§ Work instructions: Nothing but a full, exact copy of the data is needed.

(Dataset entries)
# # # #

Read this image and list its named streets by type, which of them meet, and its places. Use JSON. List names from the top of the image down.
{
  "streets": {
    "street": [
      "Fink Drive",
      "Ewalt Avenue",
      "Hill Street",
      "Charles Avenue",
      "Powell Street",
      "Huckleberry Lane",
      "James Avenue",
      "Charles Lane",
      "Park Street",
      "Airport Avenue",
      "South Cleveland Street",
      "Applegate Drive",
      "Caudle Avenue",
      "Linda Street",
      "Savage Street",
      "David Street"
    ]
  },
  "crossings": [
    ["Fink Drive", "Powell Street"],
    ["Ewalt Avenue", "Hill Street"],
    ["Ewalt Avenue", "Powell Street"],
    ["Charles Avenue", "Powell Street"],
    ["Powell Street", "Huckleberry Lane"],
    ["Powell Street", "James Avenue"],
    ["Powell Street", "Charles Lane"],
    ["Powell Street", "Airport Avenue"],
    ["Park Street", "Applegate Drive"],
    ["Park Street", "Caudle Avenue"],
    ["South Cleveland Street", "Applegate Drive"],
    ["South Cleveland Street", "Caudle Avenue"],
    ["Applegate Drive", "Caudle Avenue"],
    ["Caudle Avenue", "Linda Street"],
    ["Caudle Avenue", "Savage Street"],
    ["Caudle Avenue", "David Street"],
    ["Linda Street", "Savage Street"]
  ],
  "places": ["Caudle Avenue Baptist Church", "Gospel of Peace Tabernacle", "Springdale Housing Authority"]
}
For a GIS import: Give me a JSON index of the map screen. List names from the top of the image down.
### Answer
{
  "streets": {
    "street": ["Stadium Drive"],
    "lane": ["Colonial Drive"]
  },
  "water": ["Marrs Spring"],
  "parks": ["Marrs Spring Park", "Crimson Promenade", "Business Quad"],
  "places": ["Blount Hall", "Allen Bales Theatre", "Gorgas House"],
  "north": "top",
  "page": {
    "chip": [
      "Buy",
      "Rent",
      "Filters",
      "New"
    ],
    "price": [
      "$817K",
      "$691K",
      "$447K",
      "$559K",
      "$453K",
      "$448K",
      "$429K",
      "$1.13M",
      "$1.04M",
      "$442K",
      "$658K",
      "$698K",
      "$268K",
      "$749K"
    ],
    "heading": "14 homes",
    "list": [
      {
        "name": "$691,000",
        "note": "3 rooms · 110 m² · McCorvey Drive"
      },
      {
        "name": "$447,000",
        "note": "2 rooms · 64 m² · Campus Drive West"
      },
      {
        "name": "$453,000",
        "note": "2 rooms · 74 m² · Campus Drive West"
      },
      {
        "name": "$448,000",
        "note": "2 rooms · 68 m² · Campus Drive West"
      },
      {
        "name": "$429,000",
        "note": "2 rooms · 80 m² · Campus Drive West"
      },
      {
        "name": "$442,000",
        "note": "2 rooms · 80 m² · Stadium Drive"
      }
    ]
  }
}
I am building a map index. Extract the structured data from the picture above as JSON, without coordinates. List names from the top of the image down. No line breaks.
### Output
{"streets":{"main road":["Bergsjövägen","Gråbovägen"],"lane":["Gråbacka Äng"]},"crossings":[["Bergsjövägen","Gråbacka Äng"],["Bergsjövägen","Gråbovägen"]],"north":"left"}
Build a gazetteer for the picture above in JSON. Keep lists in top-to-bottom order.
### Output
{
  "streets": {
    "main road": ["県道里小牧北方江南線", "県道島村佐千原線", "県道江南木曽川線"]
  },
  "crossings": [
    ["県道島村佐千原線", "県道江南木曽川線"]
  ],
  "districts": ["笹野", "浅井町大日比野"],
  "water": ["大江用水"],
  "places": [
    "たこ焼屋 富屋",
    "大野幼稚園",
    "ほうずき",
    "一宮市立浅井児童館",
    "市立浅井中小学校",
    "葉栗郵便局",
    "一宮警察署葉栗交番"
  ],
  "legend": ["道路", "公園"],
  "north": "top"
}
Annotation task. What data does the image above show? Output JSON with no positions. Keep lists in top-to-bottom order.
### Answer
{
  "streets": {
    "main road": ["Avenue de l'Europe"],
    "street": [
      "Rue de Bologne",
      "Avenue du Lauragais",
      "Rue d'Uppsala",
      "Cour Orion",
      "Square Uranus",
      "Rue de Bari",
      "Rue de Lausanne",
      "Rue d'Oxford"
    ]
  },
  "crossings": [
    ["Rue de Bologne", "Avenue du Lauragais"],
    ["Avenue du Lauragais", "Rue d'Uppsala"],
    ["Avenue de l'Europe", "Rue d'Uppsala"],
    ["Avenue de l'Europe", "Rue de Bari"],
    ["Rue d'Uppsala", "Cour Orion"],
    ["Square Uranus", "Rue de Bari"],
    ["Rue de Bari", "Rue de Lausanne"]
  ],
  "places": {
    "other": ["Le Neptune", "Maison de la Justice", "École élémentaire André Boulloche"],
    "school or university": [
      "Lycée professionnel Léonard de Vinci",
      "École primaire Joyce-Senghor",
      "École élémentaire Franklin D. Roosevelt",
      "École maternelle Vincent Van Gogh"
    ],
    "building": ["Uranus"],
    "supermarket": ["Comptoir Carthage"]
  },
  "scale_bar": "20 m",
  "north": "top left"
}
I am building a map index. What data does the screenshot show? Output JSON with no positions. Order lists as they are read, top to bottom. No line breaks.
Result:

# # # #

§ Completed task:
Read this image and list its named streets by type, which of them meet, and its places. Use JSON. List names from the top of the image down.
{
  "streets": {
    "street": [
      "Fink Drive",
      "Ewalt Avenue",
      "Hill Street",
      "Charles Avenue",
      "Powell Street",
      "Huckleberry Lane",
      "James Avenue",
      "Charles Lane",
      "Park Street",
      "Airport Avenue",
      "South Cleveland Street",
      "Applegate Drive",
      "Caudle Avenue",
      "Linda Street",
      "Savage Street",
      "David Street"
    ]
  },
  "crossings": [
    ["Fink Drive", "Powell Street"],
    ["Ewalt Avenue", "Hill Street"],
    ["Ewalt Avenue", "Powell Street"],
    ["Charles Avenue", "Powell Street"],
    ["Powell Street", "Huckleberry Lane"],
    ["Powell Street", "James Avenue"],
    ["Powell Street", "Charles Lane"],
    ["Powell Street", "Airport Avenue"],
    ["Park Street", "Applegate Drive"],
    ["Park Street", "Caudle Avenue"],
    ["South Cleveland Street", "Applegate Drive"],
    ["South Cleveland Street", "Caudle Avenue"],
    ["Applegate Drive", "Caudle Avenue"],
    ["Caudle Avenue", "Linda Street"],
    ["Caudle Avenue", "Savage Street"],
    ["Caudle Avenue", "David Street"],
    ["Linda Street", "Savage Street"]
  ],
  "places": ["Caudle Avenue Baptist Church", "Gospel of Peace Tabernacle", "Springdale Housing Authority"]
}
For a GIS import: Give me a JSON index of the map screen. List names from the top of the image down.
### Answer
{
  "streets": {
    "street": ["Stadium Drive"],
    "lane": ["Colonial Drive"]
  },
  "water": ["Marrs Spring"],
  "parks": ["Marrs Spring Park", "Crimson Promenade", "Business Quad"],
  "places": ["Blount Hall", "Allen Bales Theatre", "Gorgas House"],
  "north": "top",
  "page": {
    "chip": [
      "Buy",
      "Rent",
      "Filters",
      "New"
    ],
    "price": [
      "$817K",
      "$691K",
      "$447K",
      "$559K",
      "$453K",
      "$448K",
      "$429K",
      "$1.13M",
      "$1.04M",
      "$442K",
      "$658K",
      "$698K",
      "$268K",
      "$749K"
    ],
    "heading": "14 homes",
    "list": [
      {
        "name": "$691,000",
        "note": "3 rooms · 110 m² · McCorvey Drive"
      },
      {
        "name": "$447,000",
        "note": "2 rooms · 64 m² · Campus Drive West"
      },
      {
        "name": "$453,000",
        "note": "2 rooms · 74 m² · Campus Drive West"
      },
      {
        "name": "$448,000",
        "note": "2 rooms · 68 m² · Campus Drive West"
      },
      {
        "name": "$429,000",
        "note": "2 rooms · 80 m² · Campus Drive West"
      },
      {
        "name": "$442,000",
        "note": "2 rooms · 80 m² · Stadium Drive"
      }
    ]
  }
}
I am building a map index. Extract the structured data from the picture above as JSON, without coordinates. List names from the top of the image down. No line breaks.
### Output
{"streets":{"main road":["Bergsjövägen","Gråbovägen"],"lane":["Gråbacka Äng"]},"crossings":[["Bergsjövägen","Gråbacka Äng"],["Bergsjövägen","Gråbovägen"]],"north":"left"}
Build a gazetteer for the picture above in JSON. Keep lists in top-to-bottom order.
### Output
{
  "streets": {
    "main road": ["県道里小牧北方江南線", "県道島村佐千原線", "県道江南木曽川線"]
  },
  "crossings": [
    ["県道島村佐千原線", "県道江南木曽川線"]
  ],
  "districts": ["笹野", "浅井町大日比野"],
  "water": ["大江用水"],
  "places": [
    "たこ焼屋 富屋",
    "大野幼稚園",
    "ほうずき",
    "一宮市立浅井児童館",
    "市立浅井中小学校",
    "葉栗郵便局",
    "一宮警察署葉栗交番"
  ],
  "legend": ["道路", "公園"],
  "north": "top"
}
Annotation task. What data does the image above show? Output JSON with no positions. Keep lists in top-to-bottom order.
### Answer
{
  "streets": {
    "main road": ["Avenue de l'Europe"],
    "street": [
      "Rue de Bologne",
      "Avenue du Lauragais",
      "Rue d'Uppsala",
      "Cour Orion",
      "Square Uranus",
      "Rue de Bari",
      "Rue de Lausanne",
      "Rue d'Oxford"
    ]
  },
  "crossings": [
    ["Rue de Bologne", "Avenue du Lauragais"],
    ["Avenue du Lauragais", "Rue d'Uppsala"],
    ["Avenue de l'Europe", "Rue d'Uppsala"],
    ["Avenue de l'Europe", "Rue de Bari"],
    ["Rue d'Uppsala", "Cour Orion"],
    ["Square Uranus", "Rue de Bari"],
    ["Rue de Bari", "Rue de Lausanne"]
  ],
  "places": {
    "other": ["Le Neptune", "Maison de la Justice", "École élémentaire André Boulloche"],
    "school or university": [
      "Lycée professionnel Léonard de Vinci",
      "École primaire Joyce-Senghor",
      "École élémentaire Franklin D. Roosevelt",
      "École maternelle Vincent Van Gogh"
    ],
    "building": ["Uranus"],
    "supermarket": ["Comptoir Carthage"]
  },
  "scale_bar": "20 m",
  "north": "top left"
}
I am building a map index. What data does the screenshot show? Output JSON with no positions. Order lists as they are read, top to bottom. No line breaks.
Result:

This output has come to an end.